• TASK OBJECTIVE
From the data that follows, copy every line with the string "Bichara".

#### INFORMATION SUPPLIED

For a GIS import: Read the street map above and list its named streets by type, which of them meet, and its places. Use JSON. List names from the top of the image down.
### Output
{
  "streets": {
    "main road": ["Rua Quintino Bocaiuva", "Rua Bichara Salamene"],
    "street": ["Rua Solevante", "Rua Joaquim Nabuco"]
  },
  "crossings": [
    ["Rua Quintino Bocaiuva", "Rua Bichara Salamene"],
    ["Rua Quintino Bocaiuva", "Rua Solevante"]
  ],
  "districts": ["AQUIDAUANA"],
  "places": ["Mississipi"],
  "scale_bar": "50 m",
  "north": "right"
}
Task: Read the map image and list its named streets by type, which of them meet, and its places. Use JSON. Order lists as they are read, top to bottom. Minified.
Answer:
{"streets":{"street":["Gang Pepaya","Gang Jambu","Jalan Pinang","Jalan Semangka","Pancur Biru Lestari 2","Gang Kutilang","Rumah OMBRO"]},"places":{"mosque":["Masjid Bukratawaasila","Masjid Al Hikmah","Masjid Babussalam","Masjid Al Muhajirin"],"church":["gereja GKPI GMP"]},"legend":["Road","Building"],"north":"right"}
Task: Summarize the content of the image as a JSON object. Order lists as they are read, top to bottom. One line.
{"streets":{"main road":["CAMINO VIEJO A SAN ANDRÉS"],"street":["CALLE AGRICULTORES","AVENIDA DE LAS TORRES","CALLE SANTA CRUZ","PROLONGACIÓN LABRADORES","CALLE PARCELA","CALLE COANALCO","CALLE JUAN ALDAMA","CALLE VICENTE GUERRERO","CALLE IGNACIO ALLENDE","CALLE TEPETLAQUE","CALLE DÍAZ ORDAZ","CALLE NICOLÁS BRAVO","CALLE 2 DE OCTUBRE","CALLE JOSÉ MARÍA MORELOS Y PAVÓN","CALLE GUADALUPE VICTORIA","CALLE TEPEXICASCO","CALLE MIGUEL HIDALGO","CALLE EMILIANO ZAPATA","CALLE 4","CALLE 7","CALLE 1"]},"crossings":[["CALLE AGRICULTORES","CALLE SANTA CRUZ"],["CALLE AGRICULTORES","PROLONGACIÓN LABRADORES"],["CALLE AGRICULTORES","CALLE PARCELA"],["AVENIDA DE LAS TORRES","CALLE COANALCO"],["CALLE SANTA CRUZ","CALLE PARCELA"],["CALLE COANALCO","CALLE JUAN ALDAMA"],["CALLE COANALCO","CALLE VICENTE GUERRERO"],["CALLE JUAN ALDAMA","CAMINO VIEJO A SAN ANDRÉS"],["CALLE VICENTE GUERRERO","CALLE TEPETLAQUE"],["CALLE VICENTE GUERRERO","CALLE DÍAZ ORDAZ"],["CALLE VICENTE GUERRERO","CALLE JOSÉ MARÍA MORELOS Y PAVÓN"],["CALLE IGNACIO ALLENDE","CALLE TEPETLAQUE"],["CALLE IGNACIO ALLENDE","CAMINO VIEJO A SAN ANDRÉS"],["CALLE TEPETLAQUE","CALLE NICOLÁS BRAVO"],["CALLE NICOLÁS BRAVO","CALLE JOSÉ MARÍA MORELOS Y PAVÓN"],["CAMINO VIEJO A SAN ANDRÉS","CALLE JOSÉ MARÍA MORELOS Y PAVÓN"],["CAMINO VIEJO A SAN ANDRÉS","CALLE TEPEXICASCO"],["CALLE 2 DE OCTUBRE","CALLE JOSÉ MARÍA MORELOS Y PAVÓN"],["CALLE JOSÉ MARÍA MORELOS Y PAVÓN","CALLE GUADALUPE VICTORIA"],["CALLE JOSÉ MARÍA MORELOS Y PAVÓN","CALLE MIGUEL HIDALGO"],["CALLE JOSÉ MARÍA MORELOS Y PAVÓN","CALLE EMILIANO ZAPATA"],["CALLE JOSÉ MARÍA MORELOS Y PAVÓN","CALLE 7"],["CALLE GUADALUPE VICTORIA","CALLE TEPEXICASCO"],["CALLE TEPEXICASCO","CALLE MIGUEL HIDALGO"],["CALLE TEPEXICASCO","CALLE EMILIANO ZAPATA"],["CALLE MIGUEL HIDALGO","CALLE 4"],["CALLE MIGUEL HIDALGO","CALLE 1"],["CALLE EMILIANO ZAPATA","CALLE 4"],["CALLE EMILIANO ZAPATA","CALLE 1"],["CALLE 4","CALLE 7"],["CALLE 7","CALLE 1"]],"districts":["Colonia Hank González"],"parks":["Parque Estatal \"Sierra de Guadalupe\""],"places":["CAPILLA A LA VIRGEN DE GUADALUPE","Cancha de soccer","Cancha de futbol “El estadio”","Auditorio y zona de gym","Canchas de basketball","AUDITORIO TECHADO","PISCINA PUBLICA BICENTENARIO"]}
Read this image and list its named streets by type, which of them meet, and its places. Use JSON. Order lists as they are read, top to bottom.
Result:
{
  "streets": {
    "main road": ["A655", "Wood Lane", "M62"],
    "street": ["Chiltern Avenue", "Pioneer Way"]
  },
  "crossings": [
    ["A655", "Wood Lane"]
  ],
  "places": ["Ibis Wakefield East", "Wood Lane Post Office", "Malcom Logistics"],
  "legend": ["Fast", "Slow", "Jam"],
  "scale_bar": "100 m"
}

########

• ANSWER BOX
    "main road": ["Rua Quintino Bocaiuva", "Rua Bichara Salamene"],
    ["Rua Quintino Bocaiuva", "Rua Bichara Salamene"],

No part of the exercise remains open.